El beso de Judas


La comida estaba deliciosa. Carne asada, botana, cerveza, barra de pasteles y nieve. Mhhh! Un grupo de amigos que teníamos un buen tiempo de no vernos decidimos pasar una tranquila y divertida tarde de sábado en un restaurante de la ciudad.
Las anécdotas y recuerdos de los viejos tiempos surgían uno tras otro, repasamos a cada personaje, pero sin duda la comidilla principal fue Justina Sarmiento, Nina, la recepcionista de la empresa para la cual todos nosotros trabajamos y el punto de reunión donde nos conocimos.
-Que Dios ayude a Justina. -exclamó en tono piadoso Mónica, quien en su momento fue la encargada de relaciones públicas de Alta Seguridad- Es duro perder el empleo cuando no depende de tu voluntad y más cuando se es el sostén de la familia, pues para el “vaquetón” de Sergio (marido de Nina) el trabajar nomás no es lo suyo, prefiere quedarse en casa a cuidar a las niñas y mandar a la tontorrona de Nina a buscar el sustento. Eso sí que es amor.
El comentario sarcástico de Mónica provocó risitas burlonas.
Justina, mejor conocida por todos como Nina, era la primera imagen con la que el cliente se encontraba al llegar a la empresa. Mujer a mitad de la treintena, rostro huesudo acorde a su esquelética figura, una mirada penetrante que muchas veces nos daba la impresión de que nos veía hasta los huesos. Su cabello intentaba ser rizado y llegó solo a ondas sin definición, siempre lo usaba recogido en una simple coleta. Tenía tres hijas, todas en edad escolar, la mayor tendría algunos diez años. Sergio, su esposo, era un hombrecillo de baja estatura, rechoncho, la calvicie hizo fuertes estragos en su entrecana cabellera. Según nos contaba Nina, era auxiliar contable pero tenía varios años de no ejercer la contabilidad, los gastos en casa iban en aumento por lo que se vio obligado a aceptar un empleo como velador nocturno en una obra en construcción.
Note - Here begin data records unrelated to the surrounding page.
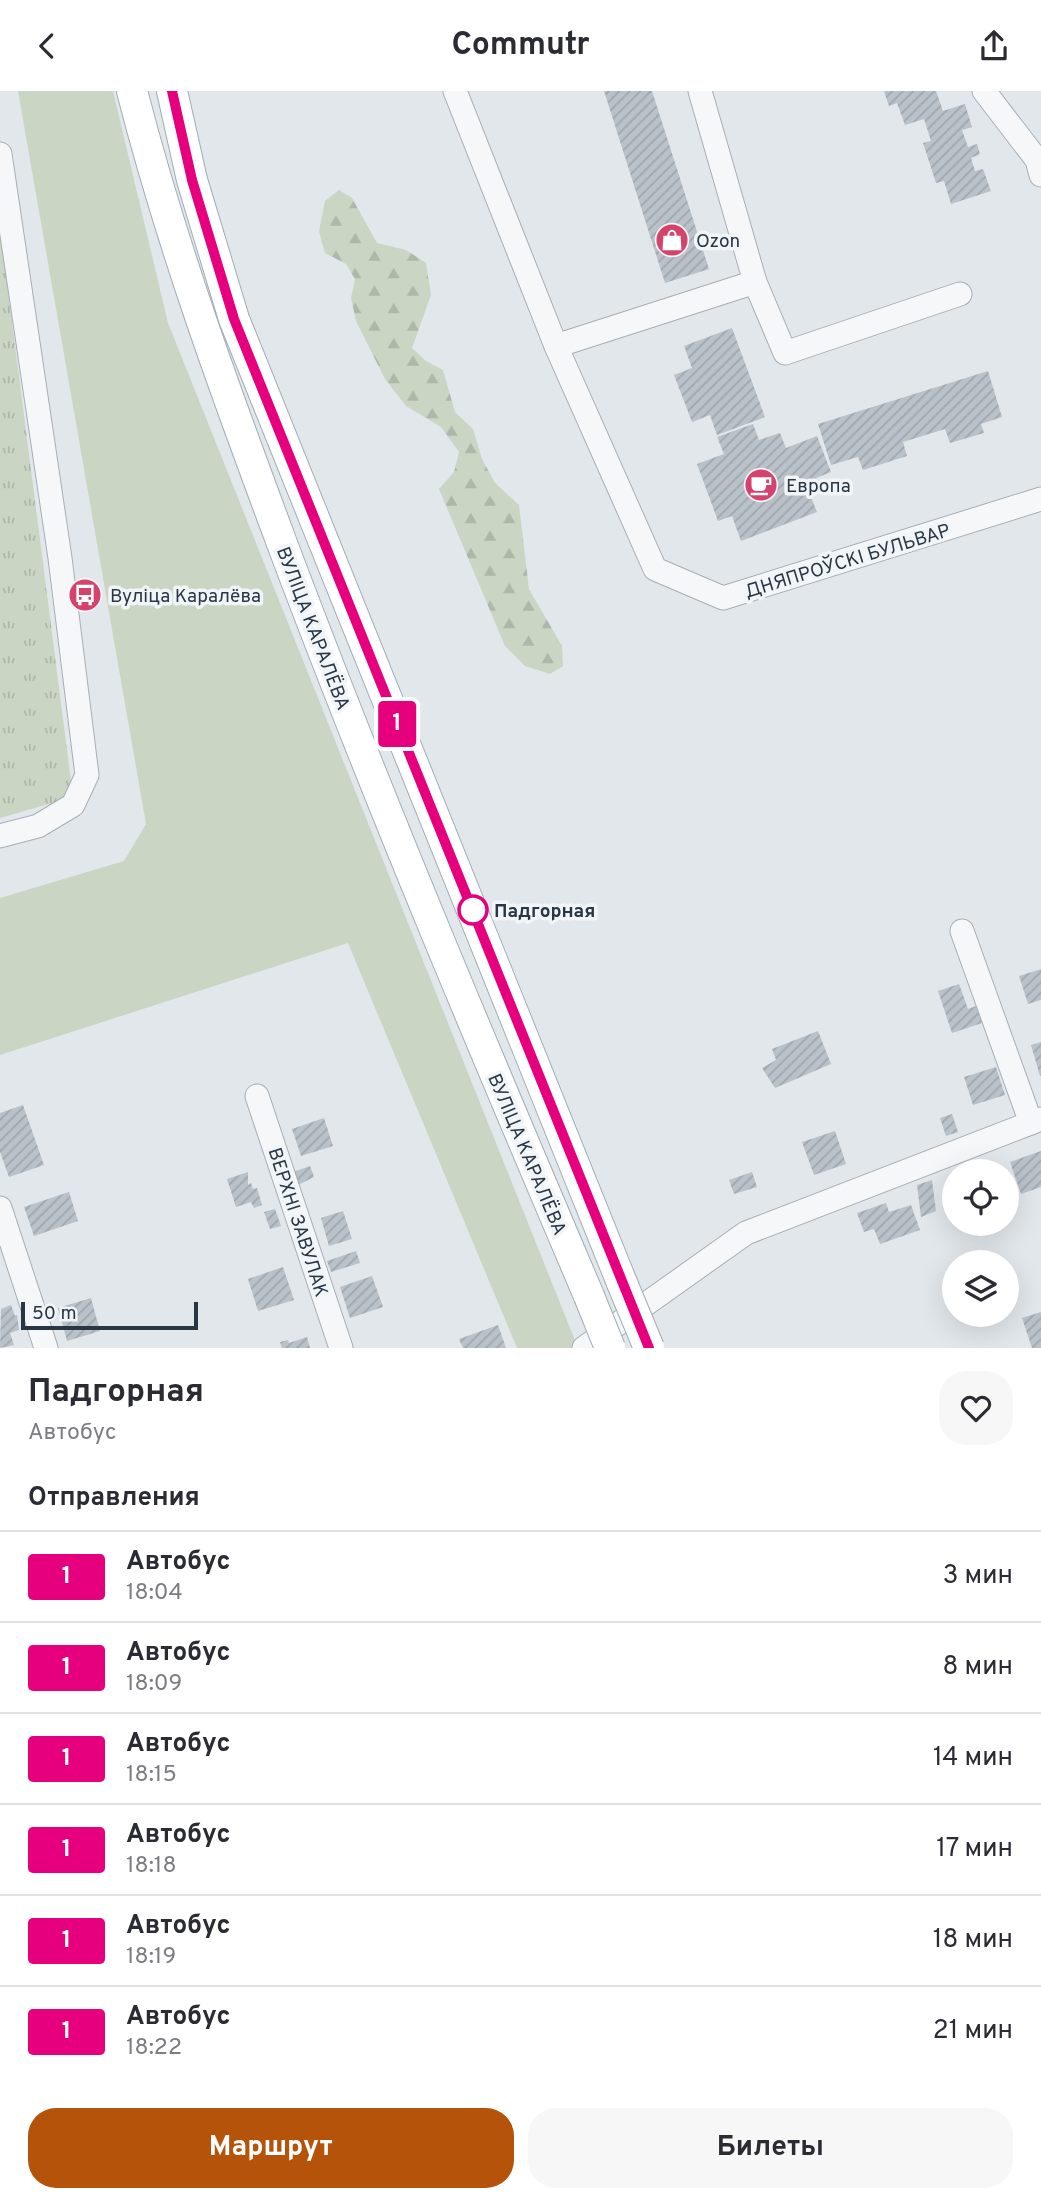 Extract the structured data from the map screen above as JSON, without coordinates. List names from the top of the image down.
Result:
{
  "streets": {
    "main road": ["ВУЛІЦА КАРАЛЁВА"],
    "street": ["ДНЯПРОЎСКІ БУЛЬВАР", "ВЕРХНІ ЗАВУЛАК"]
  },
  "places": {
    "shop": ["Ozon"],
    "cafe": ["Европа"],
    "bus stop": ["Вуліца Каралёва"],
    "other": ["Падгорная"]
  },
  "lines": ["bus line 1"],
  "scale_bar": "50 m",
  "page": {
    "header": "Commutr",
    "on_map": "1",
    "scale": "50 m",
    "heading": [
      ["Падгорная", "Автобус"],
      "Отправления"
    ],
    "list": [
      {
        "mark": "1",
        "name": "Автобус",
        "note": "18:04",
        "value": "3 мин"
      },
      {
        "mark": "1",
        "name": "Автобус",
        "note": "18:09",
        "value": "8 мин"
      },
      {
        "mark": "1",
        "name": "Автобус",
        "note": "18:15",
        "value": "14 мин"
      },
      {
        "mark": "1",
        "name": "Автобус",
        "note": "18:18",
        "value": "17 мин"
      },
      {
        "mark": "1",
        "name": "Автобус",
        "note": "18:19",
        "value": "18 мин"
      },
      {
        "mark": "1",
        "name": "Автобус",
        "note": "18:22",
        "value": "21 мин"
      }
    ],
    "buttons": ["Маршрут", "Билеты"]
  }
}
El sueldo no era mucho pero le dejaba la mayor parte del tiempo libre para estar al pendiente de su casa y de sus hijas. Con esa excusa Sergio se desligó parcialmente de sus obligaciones como proveedor mayoritario de la familia, quedando sobre los hombros de Nina esta responsabilidad.
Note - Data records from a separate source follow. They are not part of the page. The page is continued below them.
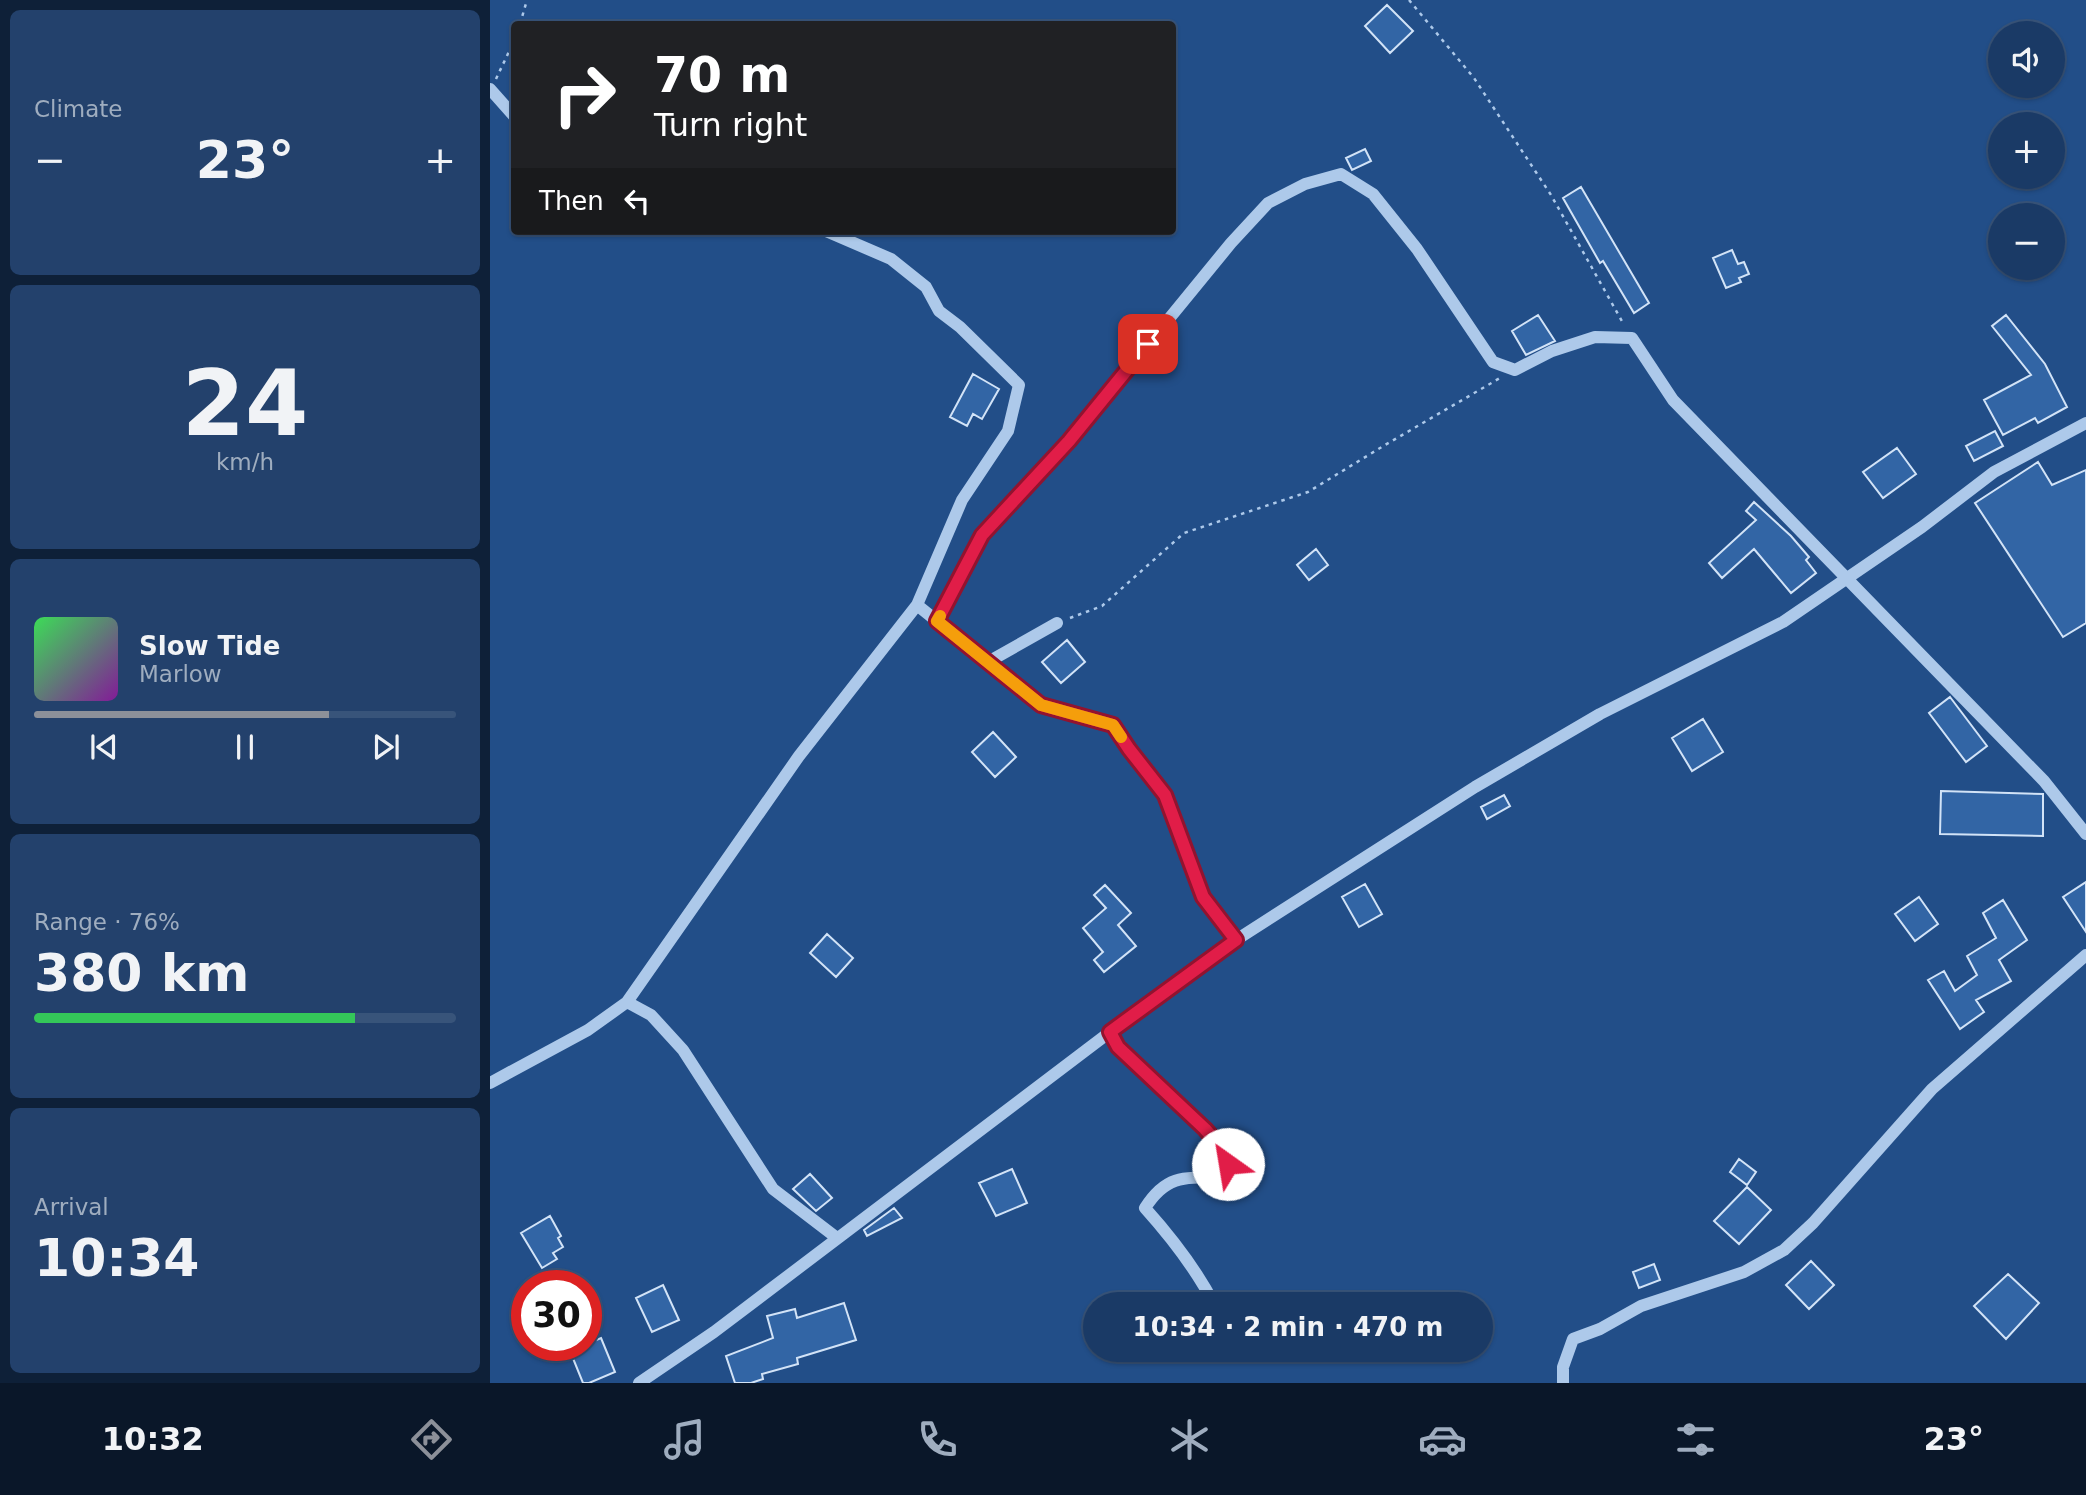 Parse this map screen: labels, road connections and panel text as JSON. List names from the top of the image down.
{
  "page": {
    "tile": [
      "Climate",
      ["24", "km/h"],
      ["Range · 76%", "380 km"],
      ["Arrival", "10:34"]
    ],
    "map_buttons": ["+", "−"],
    "turn": ["70 m", "Turn right"],
    "heat": ["−", "23°", "+"],
    "then": "Then",
    "song": ["Slow Tide", "Marlow"],
    "limit": "30",
    "trip": "10:34 · 2 min · 470 m",
    "tabs": ["10:32", "23°"]
  }
}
Recién conocíamos a Nina, ésta no le caía en gracia a nadie. Con el paso del tiempo se iba ganando nuestra confianza; ella y yo nos hicimos buenas amigas a pesar de las advertencias de que tuviera cuidado con ella. Yo la ayudaba desinteresadamente en todo lo que podía. Como yo tomé cursos de corte de cabello me pidió si les podía cortar el cabello a sus niñas, yo accedí a dejarle el trabajo a un precio más económico que las estéticas, total, el dinero era lo de menos, lo que me importaba en ese momento era ayudarla. Varias veces me invitó a comer a su casa, y yo me sentía a gusto entre su familia.
Yo la admiraba porque era una excelente madre para las niñas, se mataba trabajando horas extras y nunca la vi molesta o cansada. La escuché decir muchas veces que todo lo que hacía era por el bienestar de sus hijas.  
Muy tarde comprendí tales advertencias al darme cuenta que Nina era los ojos y oídos de la gerente y dueña de la empresa, la contadora Eréndira Dávila. Nina acostumbraba a utilizar toda la información que obtenía de nuestra vida privada proporcionándosela a la contadora. Eso la hacía merecedora a un vale de despensa o algún otro beneficio económico. Obviamente para el bienestar de sus hijas. De hecho mi vergonzoso despido de debió a una información malintencionada que Nina divulgó sobre mi.

-En verdad que fue una forma muy poco honrosa de dejar la empresa. –la voz de Ariel, uno de los ingenieros proyectistas, ahora también ex compañero, me volvió a la realidad- Creyó que por ser la espía de Eréndira sería intocable para los demás, pero cometió el error de andar de lengua floja con asuntos confidenciales que a ella ni le benefician ni le perjudican. En fin, cuando la envidia y la ira se desbordan arrasan con todas las cosas buenas que sembraste a tu alrededor…
-Sí, -me atreví a comentar- La vida le regresó una parte de lo que a la mayoría de nosotros nos tocó soportar gracias a su envidia. Esa forma traicionera de comportarse con quienes le ayudamos desinteresadamente cobró su precio. Y quien iba a decir que sería la propia Eréndira quien nos haría justicia.